Segment Open

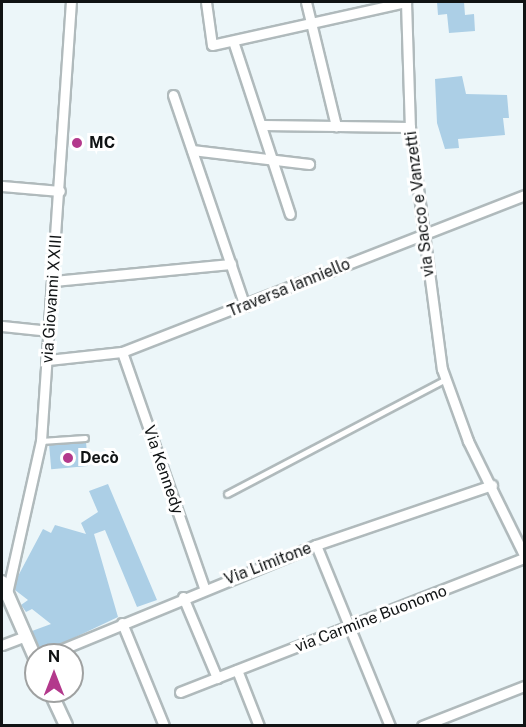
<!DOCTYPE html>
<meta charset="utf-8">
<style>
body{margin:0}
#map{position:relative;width:526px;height:727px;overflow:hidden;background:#ecf6f9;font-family:"Public Sans",sans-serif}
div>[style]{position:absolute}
.building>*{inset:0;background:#accfe6;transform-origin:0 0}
.roads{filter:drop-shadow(2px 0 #b0babc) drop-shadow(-2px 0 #b0babc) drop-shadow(0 2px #b0babc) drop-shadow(0 -2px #b0babc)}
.service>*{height:4.5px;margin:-2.25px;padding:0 2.25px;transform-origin:2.25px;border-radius:2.25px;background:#fff}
.minor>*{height:9px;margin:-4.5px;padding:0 4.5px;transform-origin:4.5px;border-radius:4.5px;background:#fff}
.tertiary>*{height:12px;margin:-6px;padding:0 6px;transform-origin:6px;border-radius:6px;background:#fff}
.dots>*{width:16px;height:16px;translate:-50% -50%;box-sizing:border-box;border:3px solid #fff;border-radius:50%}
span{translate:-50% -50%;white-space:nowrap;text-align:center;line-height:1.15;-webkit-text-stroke:6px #fff;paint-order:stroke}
.poi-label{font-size:16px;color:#101314;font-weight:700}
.left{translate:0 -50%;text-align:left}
.street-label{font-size:16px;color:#101314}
.frame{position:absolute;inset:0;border:3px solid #101314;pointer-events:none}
.north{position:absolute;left:24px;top:643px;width:60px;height:60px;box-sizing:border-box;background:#fff;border:2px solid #9fa1a1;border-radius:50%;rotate:0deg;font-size:16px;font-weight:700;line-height:24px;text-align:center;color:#101314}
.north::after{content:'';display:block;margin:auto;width:21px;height:27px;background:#b3398c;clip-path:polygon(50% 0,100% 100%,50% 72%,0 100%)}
</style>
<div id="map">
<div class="building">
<i style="clip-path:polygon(437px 2px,464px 2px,465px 15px,474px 14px,475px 31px,449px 33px,447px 14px,438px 15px)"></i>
<i style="clip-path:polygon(462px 76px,466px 94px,507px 95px,509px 118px,503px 118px,505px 135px,458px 139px,459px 148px,445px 149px,437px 123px,435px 79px)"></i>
<i style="left:86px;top:442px;width:24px;height:37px;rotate:85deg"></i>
<i style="clip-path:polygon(108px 484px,157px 600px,137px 607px,105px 530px,94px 534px,118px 617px,42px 653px,32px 631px,51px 624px,32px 609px,26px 612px,21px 605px,28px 600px,15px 590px,17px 578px,43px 529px,51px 533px,55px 525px,86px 534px,81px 523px,98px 512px,89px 491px)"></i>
</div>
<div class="roads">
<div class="service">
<i style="left:41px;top:441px;width:44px;rotate:-3.9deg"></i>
<i style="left:227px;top:494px;width:247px;rotate:-27.7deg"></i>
</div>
<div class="minor">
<i style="left:206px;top:2px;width:43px;rotate:82.1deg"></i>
<i style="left:212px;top:45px;width:199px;rotate:-12.5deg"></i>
<i style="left:306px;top:2px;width:128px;rotate:76.4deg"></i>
<i style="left:406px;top:2px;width:125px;rotate:88.2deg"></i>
<i style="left:410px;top:127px;width:244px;rotate:82.5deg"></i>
<i style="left:442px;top:369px;width:77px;rotate:70.1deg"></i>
<i style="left:468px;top:441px;width:127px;rotate:63.8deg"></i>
<i style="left:233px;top:41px;width:182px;rotate:71.8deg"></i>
<i style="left:173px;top:95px;width:223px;rotate:71.2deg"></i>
<i style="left:263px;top:125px;width:147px;rotate:0.8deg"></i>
<i style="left:192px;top:150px;width:118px;rotate:6.8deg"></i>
<i style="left:2px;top:186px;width:58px;rotate:4.9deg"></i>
<i style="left:53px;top:281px;width:179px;rotate:-5.5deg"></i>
<i style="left:2px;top:326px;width:48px;rotate:5.9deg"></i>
<i style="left:122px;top:352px;width:250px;rotate:70.8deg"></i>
<i style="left:48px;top:360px;width:74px;rotate:-6.2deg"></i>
<i style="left:122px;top:352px;width:432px;rotate:-21.3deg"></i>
<i style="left:316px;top:545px;width:196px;rotate:67.8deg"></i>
<i style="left:7px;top:593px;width:156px;rotate:-77.4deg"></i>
<i style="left:41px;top:441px;width:440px;rotate:-86.1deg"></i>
<i style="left:183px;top:597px;width:88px;rotate:67.2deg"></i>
<i style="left:122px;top:623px;width:111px;rotate:67.8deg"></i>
<i style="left:2px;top:645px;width:26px;rotate:-21deg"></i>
<i style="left:48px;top:655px;width:290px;rotate:-22.3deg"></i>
<i style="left:316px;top:545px;width:186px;rotate:-18.8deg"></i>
<i style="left:237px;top:670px;width:60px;rotate:68.6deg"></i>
<i style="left:180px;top:692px;width:369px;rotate:-21.3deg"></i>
<i style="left:422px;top:726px;width:110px;rotate:-21.4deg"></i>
</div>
<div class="tertiary">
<i style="left:2px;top:582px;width:85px;rotate:66.4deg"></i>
<i style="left:50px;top:691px;width:38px;rotate:65deg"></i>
</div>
</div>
<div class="dots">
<i style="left:77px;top:143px;background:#b3398c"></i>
<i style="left:68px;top:458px;background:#b3398c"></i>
</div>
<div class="poi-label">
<span class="left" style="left:89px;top:143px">MC</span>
<span class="left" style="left:80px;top:458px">Decò</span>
</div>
<div class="street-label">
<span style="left:420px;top:204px;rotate:-97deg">via Sacco e Vanzetti</span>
<span style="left:289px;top:288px;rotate:-22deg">Traversa Ianniello</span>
<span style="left:52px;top:299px;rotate:-86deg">via Giovanni XXIII</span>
<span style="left:163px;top:470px;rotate:71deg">Via Kennedy</span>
<span style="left:268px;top:564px;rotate:-21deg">Via Limitone</span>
<span style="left:371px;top:619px;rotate:-21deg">via Carmine Buonomo</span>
</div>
<div class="frame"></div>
<div class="north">N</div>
</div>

Segment Closed

● What is needed: Leave the pictures out and output exactly the lines above, from the start of the listing through the line with "0 #b0babc) drop-shadow(-2px".

● Exercise answer:
<!DOCTYPE html>
<meta charset="utf-8">
<style>
body{margin:0}
#map{position:relative;width:526px;height:727px;overflow:hidden;background:#ecf6f9;font-family:"Public Sans",sans-serif}
div>[style]{position:absolute}
.building>*{inset:0;background:#accfe6;transform-origin:0 0}
.roads{filter:drop-shadow(2px 0 #b0babc) drop-shadow(-2px 0 #b0babc) drop-shadow(0 2px #b0babc) drop-shadow(0 -2px #b0babc)}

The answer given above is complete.